## TASK
Using "street" as the search string, find the matching lines below and copy them.
[DATA PROVIDED — start]
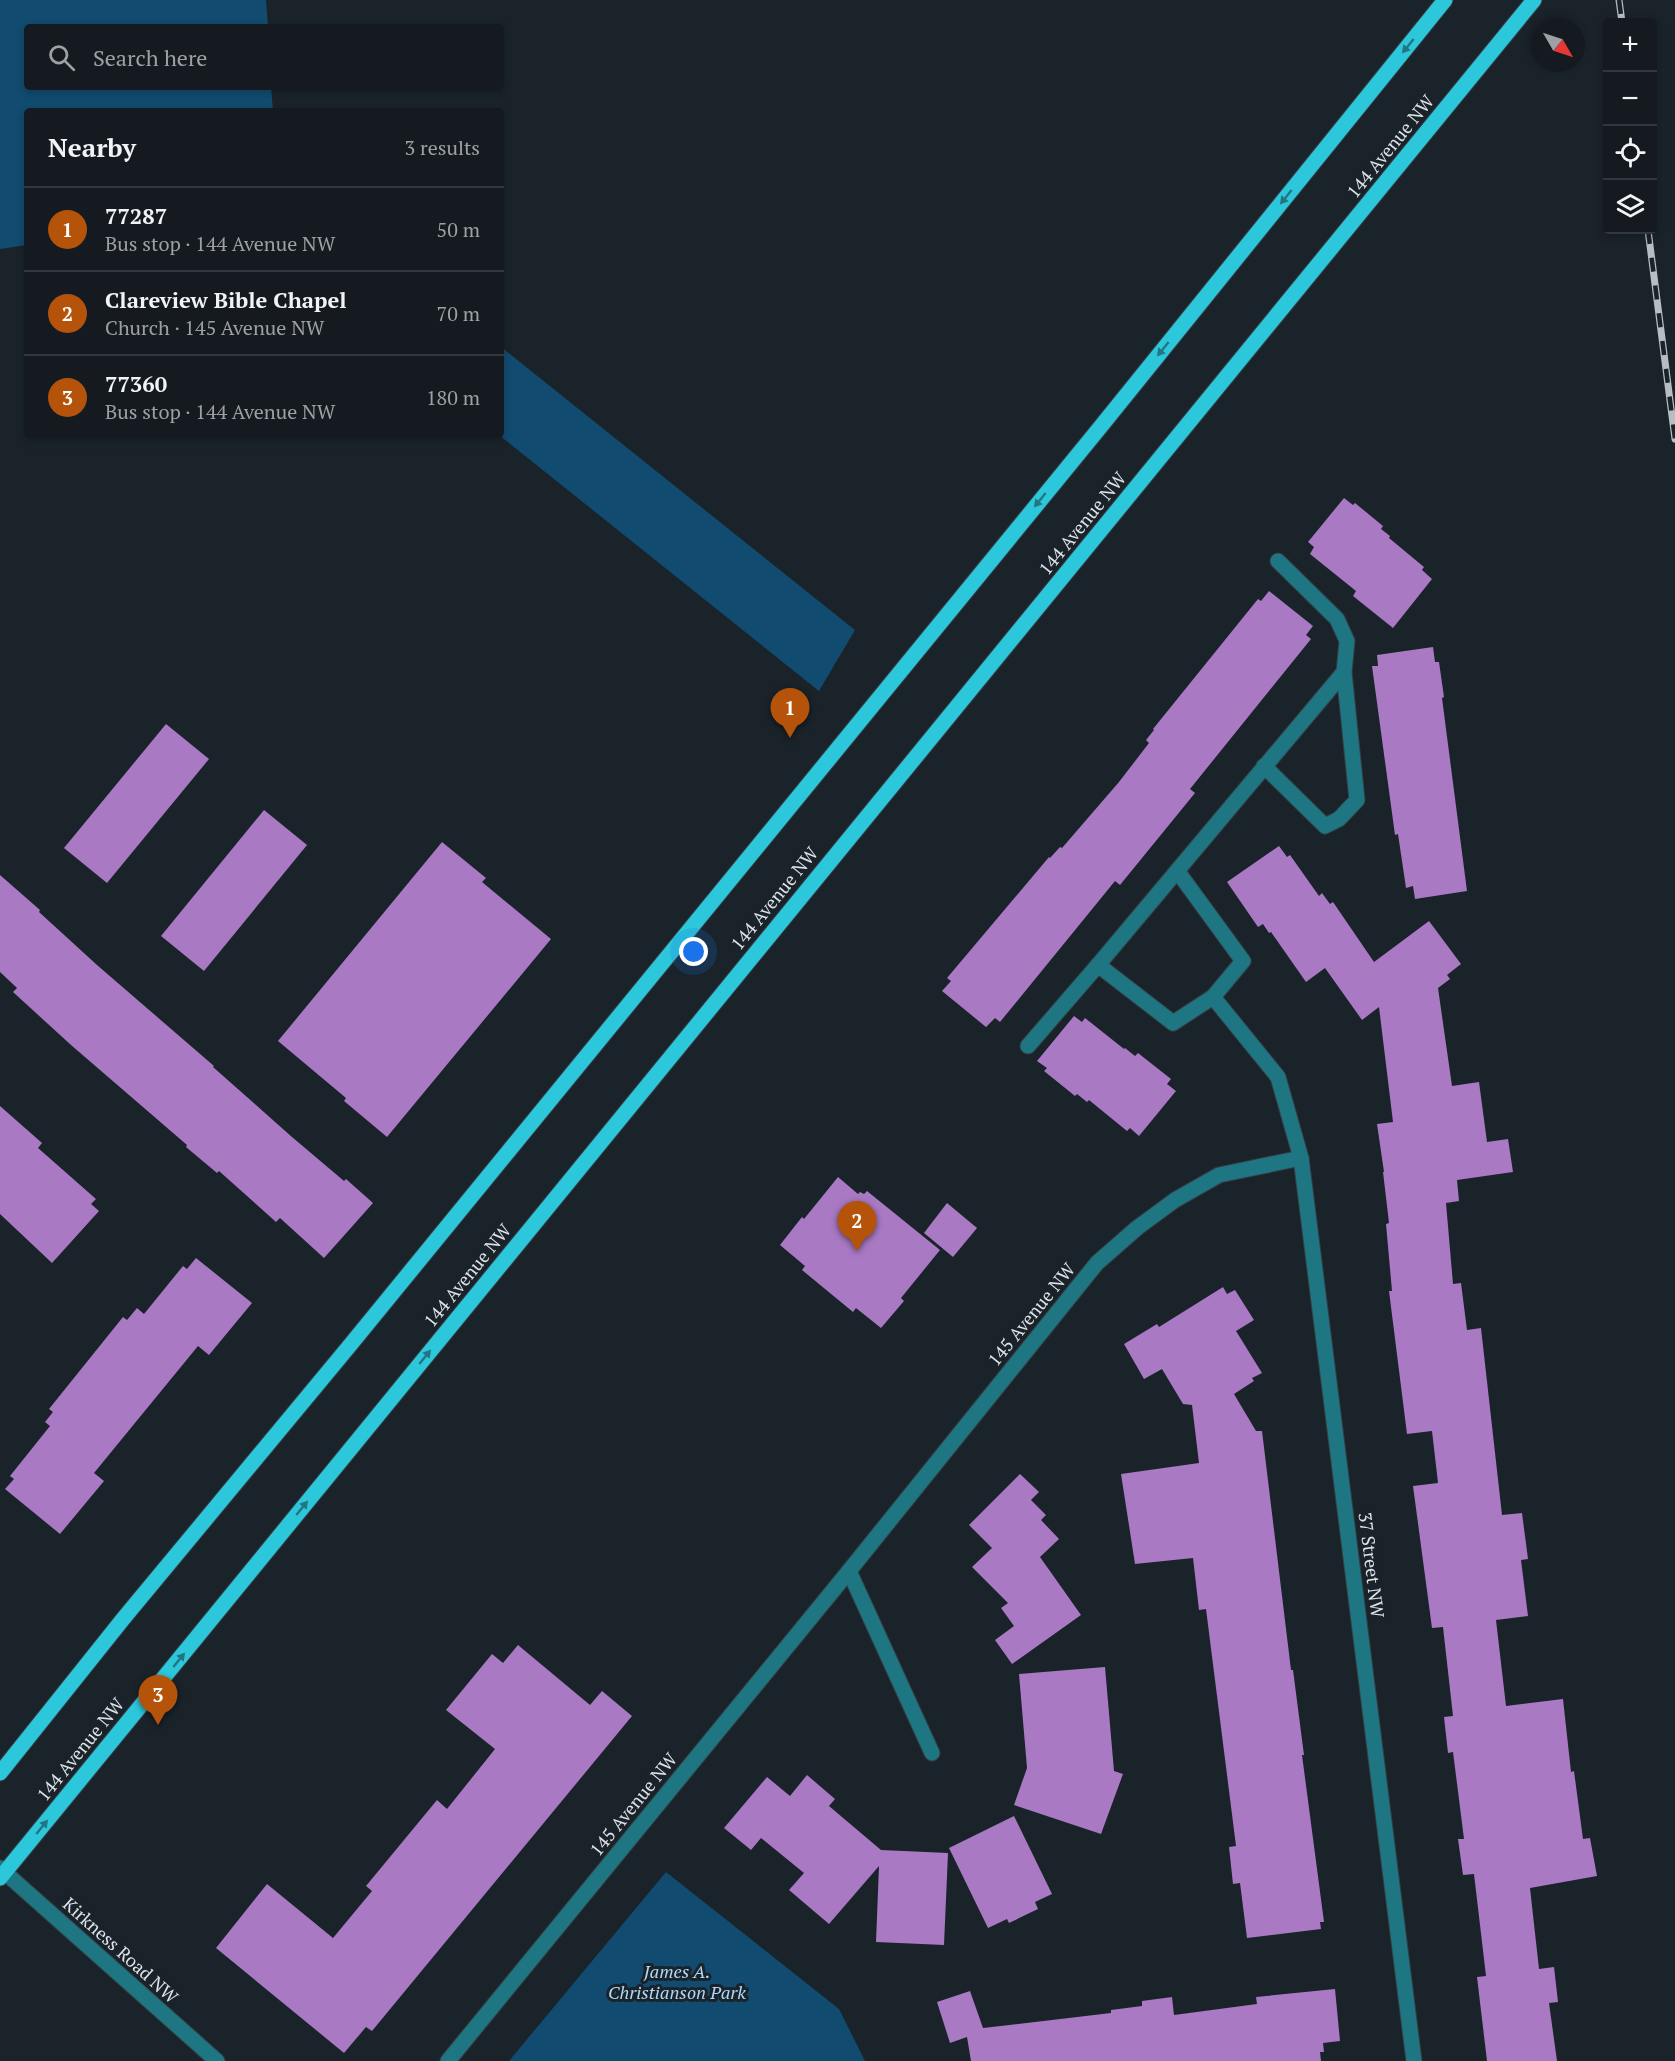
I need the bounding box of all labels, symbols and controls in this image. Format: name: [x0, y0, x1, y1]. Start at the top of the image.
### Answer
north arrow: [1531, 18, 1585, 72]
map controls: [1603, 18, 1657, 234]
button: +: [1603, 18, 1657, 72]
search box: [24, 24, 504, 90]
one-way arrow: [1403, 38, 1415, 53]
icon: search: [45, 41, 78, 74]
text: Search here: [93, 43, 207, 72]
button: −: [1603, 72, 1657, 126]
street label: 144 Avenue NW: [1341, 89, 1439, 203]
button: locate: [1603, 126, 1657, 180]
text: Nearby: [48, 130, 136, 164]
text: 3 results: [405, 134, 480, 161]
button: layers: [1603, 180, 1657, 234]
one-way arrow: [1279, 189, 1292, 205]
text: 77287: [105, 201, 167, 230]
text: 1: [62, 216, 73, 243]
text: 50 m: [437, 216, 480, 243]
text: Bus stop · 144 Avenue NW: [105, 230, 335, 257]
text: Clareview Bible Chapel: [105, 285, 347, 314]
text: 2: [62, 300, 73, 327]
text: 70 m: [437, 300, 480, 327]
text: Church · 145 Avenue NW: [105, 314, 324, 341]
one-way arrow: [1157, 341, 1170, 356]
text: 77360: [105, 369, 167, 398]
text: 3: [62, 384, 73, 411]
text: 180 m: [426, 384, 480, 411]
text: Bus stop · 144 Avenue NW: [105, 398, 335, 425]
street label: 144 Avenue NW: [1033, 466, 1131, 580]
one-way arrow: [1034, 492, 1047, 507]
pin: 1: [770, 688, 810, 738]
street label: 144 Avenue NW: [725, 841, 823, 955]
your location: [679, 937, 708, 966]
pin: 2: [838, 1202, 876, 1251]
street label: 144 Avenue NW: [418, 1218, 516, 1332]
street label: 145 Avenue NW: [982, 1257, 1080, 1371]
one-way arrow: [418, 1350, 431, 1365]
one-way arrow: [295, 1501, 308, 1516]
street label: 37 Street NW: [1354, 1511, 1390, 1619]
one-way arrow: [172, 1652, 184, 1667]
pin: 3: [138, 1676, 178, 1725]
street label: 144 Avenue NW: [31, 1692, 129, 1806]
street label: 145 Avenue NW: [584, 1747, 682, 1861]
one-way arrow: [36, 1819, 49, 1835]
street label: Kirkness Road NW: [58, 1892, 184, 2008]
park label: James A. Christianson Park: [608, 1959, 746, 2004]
[DATA PROVIDED — finish]
## OUTPUT
street label: 144 Avenue NW: [1341, 89, 1439, 203]
street label: 144 Avenue NW: [1033, 466, 1131, 580]
street label: 144 Avenue NW: [725, 841, 823, 955]
street label: 144 Avenue NW: [418, 1218, 516, 1332]
street label: 145 Avenue NW: [982, 1257, 1080, 1371]
street label: 37 Street NW: [1354, 1511, 1390, 1619]
street label: 144 Avenue NW: [31, 1692, 129, 1806]
street label: 145 Avenue NW: [584, 1747, 682, 1861]
street label: Kirkness Road NW: [58, 1892, 184, 2008]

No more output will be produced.